Well, I did this in windbg (manually setting breakpoints).
Unfortunately, they appeared to have no effect -- after "g", it blew
right past them and into the exception.  Maybe I'll have better luck
with mingw-gdb.

First I'm going to rip out a lot of the debugging cruft from my cygwin
DLL, now that I know (part of) it was a wild goose chase.

> and then I'd restart the program, note the value of $esp and verify
> a sane-looking return address on entry to the function, let it run to the end
> of the function and find out if the stack pointer wasn't back at the same
> location or if the return address there had been corrupted.

Ah. Well...that won't actually work.  The *parent* is the only one of
the two that actually /enters/ the fork() function in the normal way,
and thus could be expected to have a reasonable return address (and hit
a breakpoint at the beginning of the function).

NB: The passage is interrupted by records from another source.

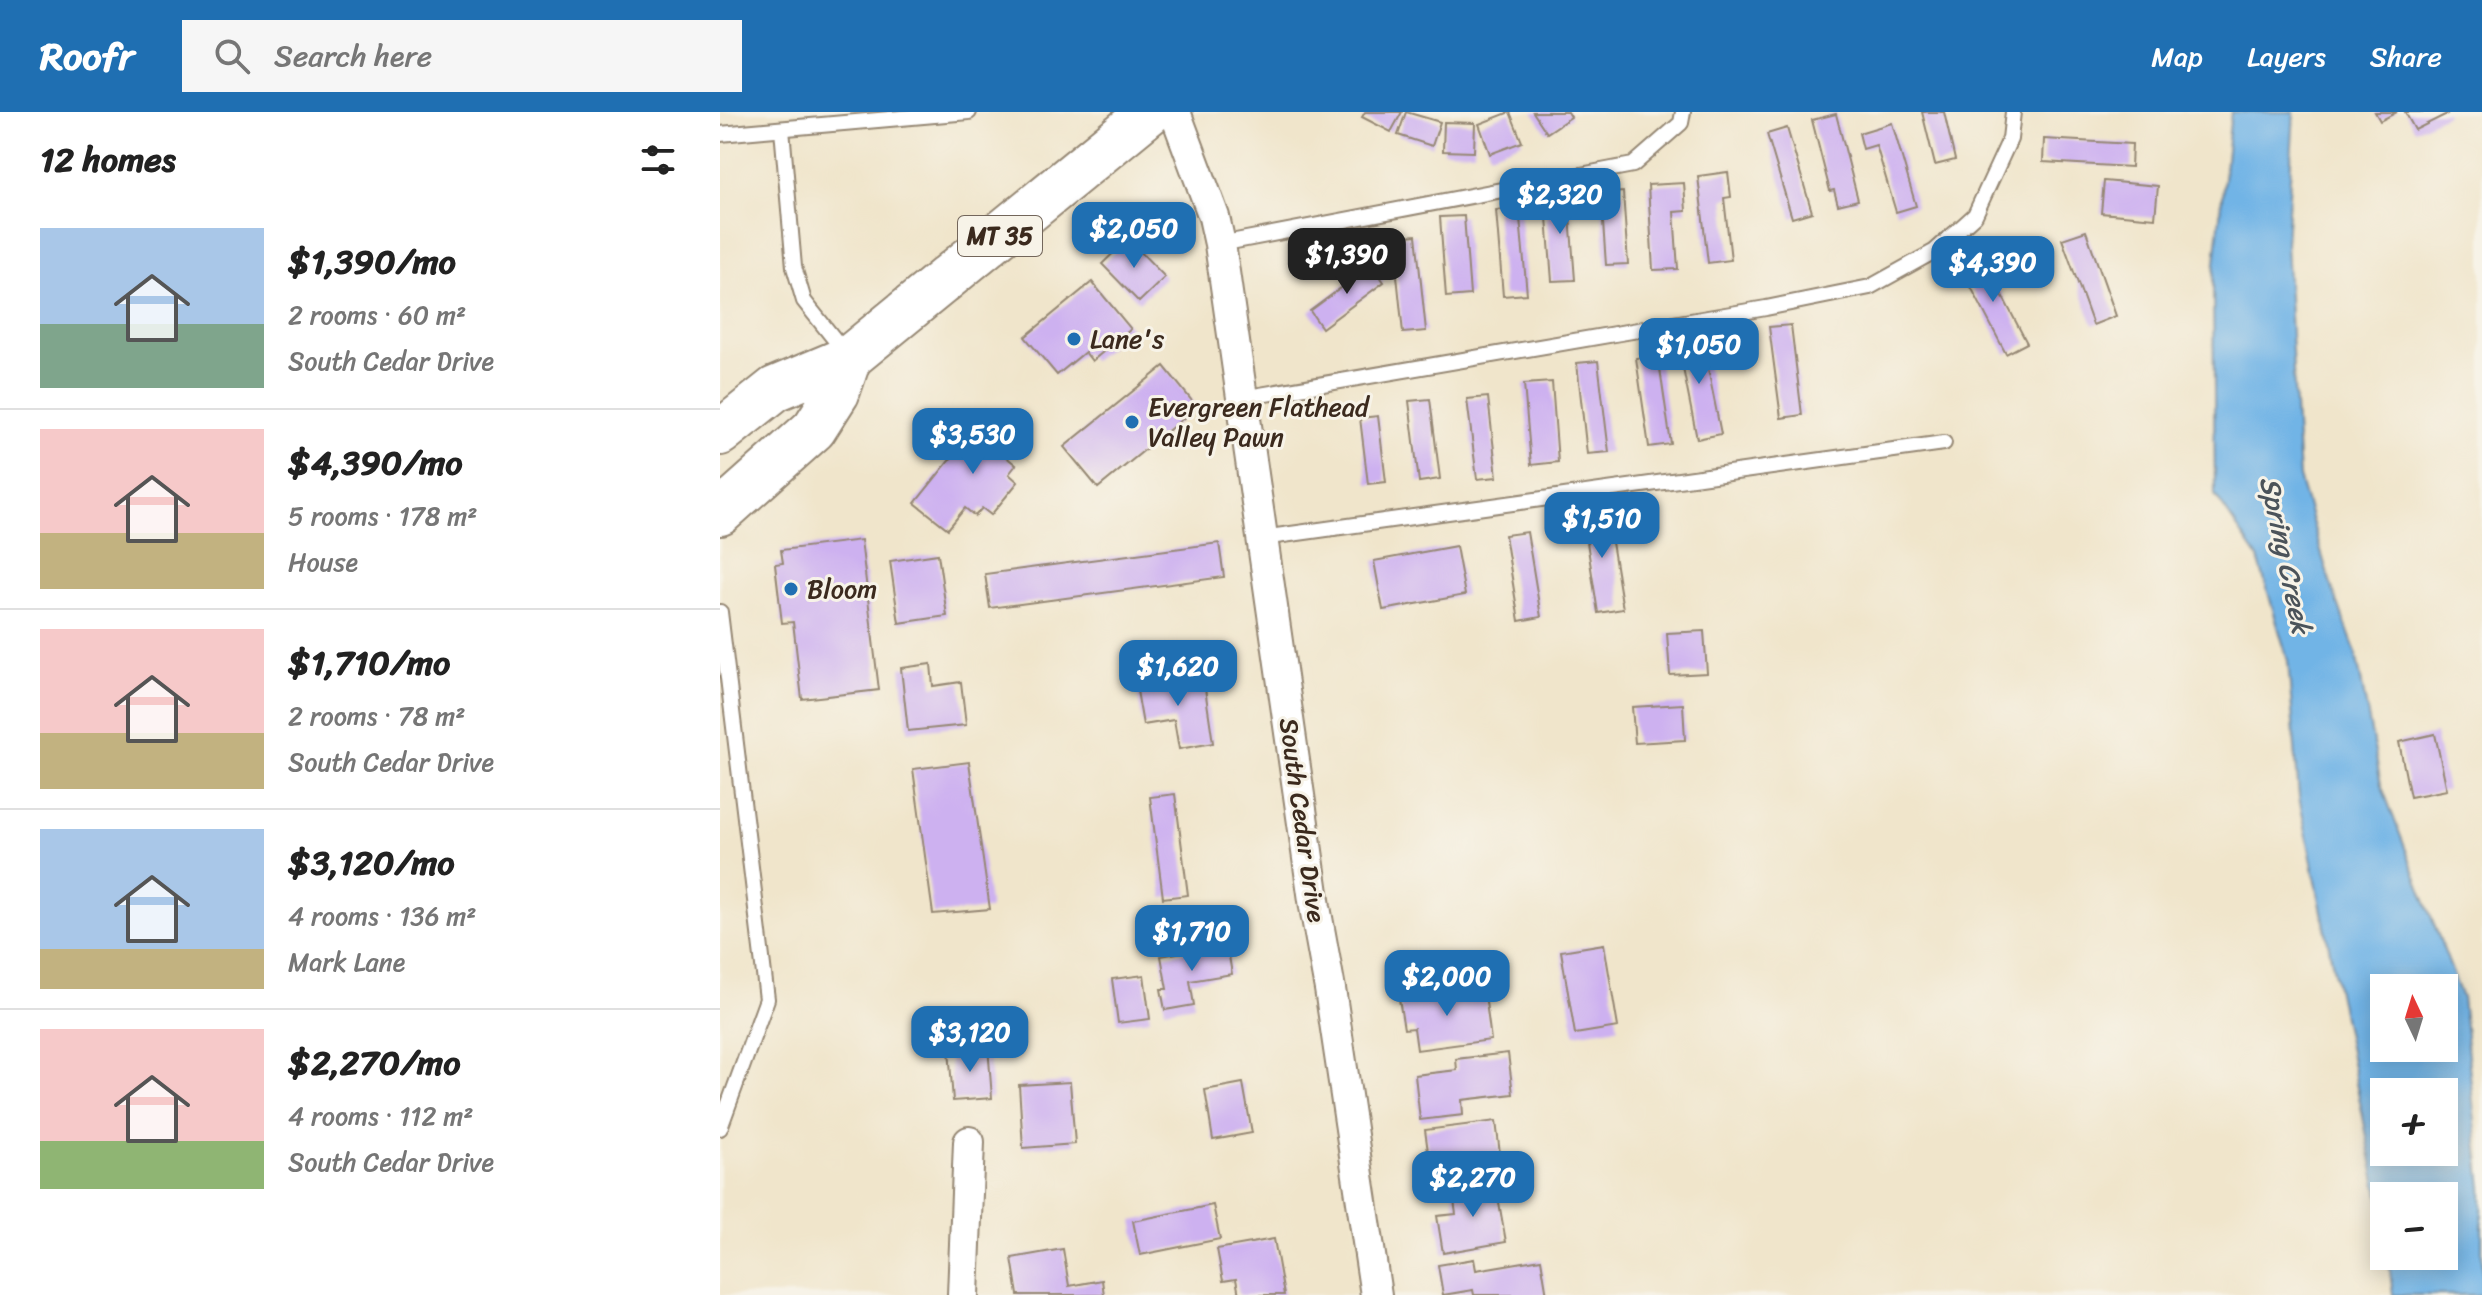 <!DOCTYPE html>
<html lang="en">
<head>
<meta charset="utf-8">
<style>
  :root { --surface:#fff; --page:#f6f6f6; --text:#222; --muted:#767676; --line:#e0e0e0; --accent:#1f6fb2 }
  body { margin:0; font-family:Sriracha,sans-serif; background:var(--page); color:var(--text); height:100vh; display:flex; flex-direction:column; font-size:30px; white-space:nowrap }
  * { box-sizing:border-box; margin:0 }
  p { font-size:26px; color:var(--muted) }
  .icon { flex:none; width:44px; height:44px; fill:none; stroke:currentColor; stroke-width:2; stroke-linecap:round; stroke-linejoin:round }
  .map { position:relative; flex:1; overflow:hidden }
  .side { display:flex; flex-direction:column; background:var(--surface); width:720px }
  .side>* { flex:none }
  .needle { width:52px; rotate:356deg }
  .buttons { position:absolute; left:1650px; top:862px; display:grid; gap:16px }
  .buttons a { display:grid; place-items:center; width:88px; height:88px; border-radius:0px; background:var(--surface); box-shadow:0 4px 20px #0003; font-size:40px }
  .price { position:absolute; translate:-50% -68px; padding:0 18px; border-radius:16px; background:var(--accent); color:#fff; font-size:26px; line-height:52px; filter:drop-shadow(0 2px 4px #0008) }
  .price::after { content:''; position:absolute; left:50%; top:48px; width:24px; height:18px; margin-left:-12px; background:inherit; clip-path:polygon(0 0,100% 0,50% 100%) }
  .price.active { background:#222; color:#fff }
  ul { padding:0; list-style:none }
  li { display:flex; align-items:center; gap:24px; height:200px; padding:0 40px }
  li+li { border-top:2px solid var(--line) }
  li span { display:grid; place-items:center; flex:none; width:224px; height:160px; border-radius:0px; color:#555 }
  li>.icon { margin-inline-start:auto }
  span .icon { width:96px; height:96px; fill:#fffc; stroke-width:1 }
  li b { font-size:34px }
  h2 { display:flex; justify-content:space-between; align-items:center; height:96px; padding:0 40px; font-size:34px }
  header { display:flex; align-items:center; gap:48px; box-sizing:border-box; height:112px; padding:0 40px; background:var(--accent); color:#fff }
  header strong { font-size:38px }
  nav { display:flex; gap:44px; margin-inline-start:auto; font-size:28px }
  .search { width:560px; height:72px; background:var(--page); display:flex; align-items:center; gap:20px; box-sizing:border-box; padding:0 28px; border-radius:0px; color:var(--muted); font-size:30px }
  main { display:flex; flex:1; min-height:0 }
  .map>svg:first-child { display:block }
  .water { fill:#71b4e6; stroke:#566f82; stroke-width:2; fill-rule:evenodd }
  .building { fill:#cdb1f0 }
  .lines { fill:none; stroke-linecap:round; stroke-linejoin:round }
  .lane-casing { stroke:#968874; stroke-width:18 }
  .street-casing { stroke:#968874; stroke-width:34 }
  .primary-casing { stroke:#968874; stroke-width:48 }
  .lane { stroke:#fff; stroke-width:14 }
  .street { stroke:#fff; stroke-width:30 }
  .primary { stroke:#fff; stroke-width:44 }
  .poi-dot { fill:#1f6fb2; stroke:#f7f3e8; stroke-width:3 }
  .labels { text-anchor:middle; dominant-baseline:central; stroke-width:6; stroke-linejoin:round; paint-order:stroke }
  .shield { fill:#f7f3e8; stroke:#73665b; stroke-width:2 }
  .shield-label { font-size:24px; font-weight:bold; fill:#3b2a1e }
  .poi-label { font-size:26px; fill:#3b2a1e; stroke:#f7f3e8; text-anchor:start }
  .street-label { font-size:26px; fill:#3b2a1e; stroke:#f7f3e8 }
  .water-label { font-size:28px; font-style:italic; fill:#4b535a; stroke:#f7f3e8 }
</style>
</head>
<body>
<header>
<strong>Roofr</strong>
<div class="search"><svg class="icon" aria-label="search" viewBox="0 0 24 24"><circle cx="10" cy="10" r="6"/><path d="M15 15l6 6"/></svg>Search here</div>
<nav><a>Map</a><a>Layers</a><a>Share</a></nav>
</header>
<main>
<section class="side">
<h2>12 homes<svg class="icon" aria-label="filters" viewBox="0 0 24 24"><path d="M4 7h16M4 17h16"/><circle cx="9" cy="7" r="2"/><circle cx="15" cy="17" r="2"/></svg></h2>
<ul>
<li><span style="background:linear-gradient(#a9c7e8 60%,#7fa58c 0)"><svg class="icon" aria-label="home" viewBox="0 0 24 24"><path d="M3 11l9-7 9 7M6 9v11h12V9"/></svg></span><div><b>$1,390/mo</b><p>2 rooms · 60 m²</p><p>South Cedar Drive</p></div></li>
<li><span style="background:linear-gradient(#f6c9c9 65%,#c2b280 0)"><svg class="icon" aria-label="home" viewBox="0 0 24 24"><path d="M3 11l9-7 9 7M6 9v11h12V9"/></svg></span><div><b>$4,390/mo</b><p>5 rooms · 178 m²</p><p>House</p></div></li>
<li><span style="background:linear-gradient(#f6c9c9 65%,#c2b280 0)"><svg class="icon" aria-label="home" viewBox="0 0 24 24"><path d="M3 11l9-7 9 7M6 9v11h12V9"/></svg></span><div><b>$1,710/mo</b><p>2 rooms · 78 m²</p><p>South Cedar Drive</p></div></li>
<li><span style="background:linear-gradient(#a9c7e8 75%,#c2b280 0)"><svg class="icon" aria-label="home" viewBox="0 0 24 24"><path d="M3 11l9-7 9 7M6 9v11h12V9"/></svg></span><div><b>$3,120/mo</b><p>4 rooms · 136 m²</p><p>Mark Lane</p></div></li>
<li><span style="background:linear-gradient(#f6c9c9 70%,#8fb573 0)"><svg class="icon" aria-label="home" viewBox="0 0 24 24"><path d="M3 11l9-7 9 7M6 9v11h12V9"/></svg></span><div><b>$2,270/mo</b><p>4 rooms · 112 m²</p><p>South Cedar Drive</p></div></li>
</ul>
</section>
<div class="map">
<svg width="1762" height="1183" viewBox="0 0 1762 1183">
  <rect width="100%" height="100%" fill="#f7f3e8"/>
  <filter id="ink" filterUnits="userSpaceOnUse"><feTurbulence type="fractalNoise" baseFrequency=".0125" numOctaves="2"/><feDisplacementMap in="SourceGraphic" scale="16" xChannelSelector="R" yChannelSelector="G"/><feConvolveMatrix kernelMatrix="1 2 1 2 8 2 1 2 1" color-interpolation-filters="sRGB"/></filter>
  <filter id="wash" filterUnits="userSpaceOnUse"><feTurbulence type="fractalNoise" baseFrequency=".006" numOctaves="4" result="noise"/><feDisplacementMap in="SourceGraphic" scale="32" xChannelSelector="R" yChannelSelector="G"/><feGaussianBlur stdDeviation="1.8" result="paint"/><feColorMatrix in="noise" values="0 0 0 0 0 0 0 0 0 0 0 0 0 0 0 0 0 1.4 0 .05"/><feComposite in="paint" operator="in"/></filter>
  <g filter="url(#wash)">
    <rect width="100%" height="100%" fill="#f0e5cb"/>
    <path class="water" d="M1511 0H1574L1566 132 1579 365 1610 470 1636 541 1661 672 1742 886 1762 1077V1183H1673L1668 1144H1724V1084H1664V1109L1579 685 1568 549 1538 446 1495 383 1493 170ZM1664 876H1724V936H1664ZM1664 980H1724V1040H1664Z"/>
    <g id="blocks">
      <g class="building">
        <path d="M645 0H682L671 20 642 5Z"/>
        <path d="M686 0 720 10 712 34 678 23Z"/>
        <path d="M790 0 802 30 770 42 759 12Z"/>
        <path d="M813 0H848L851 5 827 21Z"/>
        <path d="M1202 0H1224L1235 48 1215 53Z"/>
        <path d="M1655 0H1677L1660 9Z"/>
        <path d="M1685 0H1726L1727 2 1695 18Z"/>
        <path d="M1116 2 1138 88 1118 93 1114 78 1110 79 1092 8Z"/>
        <path d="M724 10 755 11 754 40 723 39Z"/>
        <path d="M1172 11 1196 94 1176 100 1156 33 1143 37 1139 21Z"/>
        <path d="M1067 16 1092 100 1072 106 1047 22Z"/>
        <path d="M1324 27 1412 32 1411 55 1323 50Z"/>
        <path d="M1008 60 1011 85 1004 86 1011 148 988 151 978 64Z"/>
        <path d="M1384 69 1438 74 1435 106 1381 101Z"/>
        <path d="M964 71 966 99 954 100 958 157 933 158 928 73Z"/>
        <path d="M848 78 855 168 832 169 825 80Z"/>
        <path d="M903 80 908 152 886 153 881 82Z"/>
        <path d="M799 95 807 182 783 184 776 98Z"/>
        <path d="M744 104 750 183 726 185 720 105Z"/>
        <path d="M1366 119 1396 204 1373 213 1342 127Z"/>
        <path d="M696 123 706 219 683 221 673 125Z"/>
        <path d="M408 127 445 165 419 190 382 152Z"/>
        <path d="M1260 141 1307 231 1286 242 1239 152Z"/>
        <path d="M652 153 664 170 602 216 590 199Z"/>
        <path d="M372 170 411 217 372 249 365 240 337 263 305 225Z"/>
        <path d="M1071 213 1082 303 1061 306 1049 215Z"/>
        <path d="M981 221 1001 322 977 327 957 226Z"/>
        <path d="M938 243 951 332 929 335 916 246Z"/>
        <path d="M878 249 889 340 867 342 857 251Z"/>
        <path d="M444 254 477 295 378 376 344 335Z"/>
        <path d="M832 270 838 350 811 353 804 272Z"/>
        <path d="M768 285 777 365 757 367 747 287Z"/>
        <path d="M710 287 720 367 699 370 689 289Z"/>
        <path d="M265 304 297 329 285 344 296 353 289 362 298 370 271 403 262 396 255 404 245 396 228 417 195 391Z"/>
        <path d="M658 304 666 370 648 372 640 306Z"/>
        <path d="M886 394 903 497 878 501 862 398Z"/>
        <path d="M807 420 821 505 799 509 785 423Z"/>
        <path d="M141 428 159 578 82 587 73 510 62 511 55 452 63 451 61 438Z"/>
        <path d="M499 431 504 465 270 496 265 462Z"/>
        <path d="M736 434 745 483 663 498 654 449Z"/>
        <path d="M218 442 227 504 179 511 170 449Z"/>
        <path d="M984 519 987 561 950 563 947 521Z"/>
        <path d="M211 552 213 574 241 570 246 613 188 619 181 556Z"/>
        <path d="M483 563 493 631 459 637 454 608 423 613 416 573Z"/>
        <path d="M963 592 965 628 915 631 912 595Z"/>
        <path d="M1715 622 1727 678 1690 685 1679 630Z"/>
        <path d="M249 650 270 797 213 802 193 657Z"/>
        <path d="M455 682 468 783 443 786 430 685Z"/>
        <path d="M507 832 512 862 470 869 474 893 445 898 441 877H447L441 844Z"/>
        <path d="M884 832 898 915 855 922 841 839Z"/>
        <path d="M424 863 430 907 398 911 392 867Z"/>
        <path d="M764 875 771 928 697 938 694 916 684 917 679 887Z"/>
        <path d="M268 934 272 986 233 989 229 937Z"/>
        <path d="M788 941 793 982 742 988 743 1003 700 1008 695 963 737 958 736 947Z"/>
        <path d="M350 970 355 1032 303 1036 299 973Z"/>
        <path d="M523 971 532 1021 493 1028 485 978Z"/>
        <path d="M776 1009 782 1059 712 1068 705 1018Z"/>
        <path d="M775 1068 786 1130 723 1141 717 1104 736 1102 732 1075Z"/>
        <path d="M493 1093 500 1127 420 1143 413 1109Z"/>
        <path d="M554 1127 564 1183H519L516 1167 503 1169 497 1137Z"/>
        <path d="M343 1137 349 1174 382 1168 384 1183H298L292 1146Z"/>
        <path d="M754 1147 756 1158 821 1147 827 1183H754L753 1178 723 1183 718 1153Z"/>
      </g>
    </g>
  </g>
  <g filter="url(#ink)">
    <use href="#blocks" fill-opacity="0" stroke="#968874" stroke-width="2"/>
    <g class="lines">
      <g class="lane-casing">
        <g id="lane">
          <path d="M62 17 74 155 84 189 127 243"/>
          <path d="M0 22 249 0"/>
          <path d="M500 132 913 53 961 11 963 0"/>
          <path d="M522 286 1046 196 1150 175 1215 139 1255 103 1290 27 1293 0"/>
          <path d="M542 426 1224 331"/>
          <path d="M0 500 47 887 0 1016"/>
        </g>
      </g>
      <g class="street-casing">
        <g id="street">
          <path d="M455 0 494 105 500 132 595 795 610 877 656 1183"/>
          <path d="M243 1183 249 1030"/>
        </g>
      </g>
      <g class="primary-casing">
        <g id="primary">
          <path d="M0 321 55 277 129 246 430 0"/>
          <path d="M0 401 94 317 117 281 129 246"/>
        </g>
      </g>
      <use href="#lane" class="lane"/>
      <use href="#street" class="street"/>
      <use href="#primary" class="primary"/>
    </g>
  </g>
  <g class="poi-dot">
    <circle cx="354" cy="227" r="8"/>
    <circle cx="412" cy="310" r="8"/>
    <circle cx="71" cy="477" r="8"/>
  </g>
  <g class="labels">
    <rect class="shield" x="238" y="104" width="84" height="40" rx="6"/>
    <g class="shield-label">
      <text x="280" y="124">MT 35</text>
    </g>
    <g class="poi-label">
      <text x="370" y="227">Lane's</text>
      <text x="428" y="295">Evergreen Flathead<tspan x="428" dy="30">Valley Pawn</tspan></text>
      <text x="87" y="477">Bloom</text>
    </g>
    <g class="street-label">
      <text transform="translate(583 708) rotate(82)">South Cedar Drive</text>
    </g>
    <g class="water-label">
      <text transform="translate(1566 443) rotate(78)">Spring Creek</text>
    </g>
  </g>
</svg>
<div class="buttons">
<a><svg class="needle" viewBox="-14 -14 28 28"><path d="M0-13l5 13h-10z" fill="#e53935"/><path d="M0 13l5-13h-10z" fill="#767676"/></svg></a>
<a>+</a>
<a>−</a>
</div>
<b class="price" style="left:840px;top:124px">$2,320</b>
<b class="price" style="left:414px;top:158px">$2,050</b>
<b class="price active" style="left:627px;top:184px">$1,390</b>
<b class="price" style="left:1273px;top:192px">$4,390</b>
<b class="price" style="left:979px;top:274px">$1,050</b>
<b class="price" style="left:253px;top:364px">$3,530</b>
<b class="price" style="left:882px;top:448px">$1,510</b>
<b class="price" style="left:458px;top:596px">$1,620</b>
<b class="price" style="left:472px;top:861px">$1,710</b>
<b class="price" style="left:727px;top:906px">$2,000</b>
<b class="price" style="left:250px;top:962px">$3,120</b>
<b class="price" style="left:753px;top:1107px">$2,270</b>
</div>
</main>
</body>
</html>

The child...not so much. It "enters" fork() by way of the longjmp, using
the jmb_buf set by the parent when IT was inside fork(), before the
parent (via a roundabout method) called CreateProcess to create the
child in the first place.

I suppose I could debug both the parent AND the child: since the forkee
should have exactly the same memory layout (and stack trace) once they
return from fork(), I suppose that I could

  1) look at the parent's stack trace when it is inside fork(). Ditto
     its return address.
  2) after the child longjmp's back into fork() from dll_crt0_1,
     look at its stack trace and return address. (although I can't
     really catch it that early. I can only catch it in the debugger
     just after the CYGWIN_FORK_SLEEP...but at least I'm still
     back inside fork() at that point.

They ought to match in all respects, correct?

> The second of
> those could potentially be tracked down using a hardware breakpoint
> (watchpoint in gdb terminology), the first of those two would require reading
> the code to see why it's not popping and pushing in equal amounts.

But setjmp and longjmp are nasty black magic assembly generated by
winsup/cygwin/gendef... Ow! Stop! That hurts!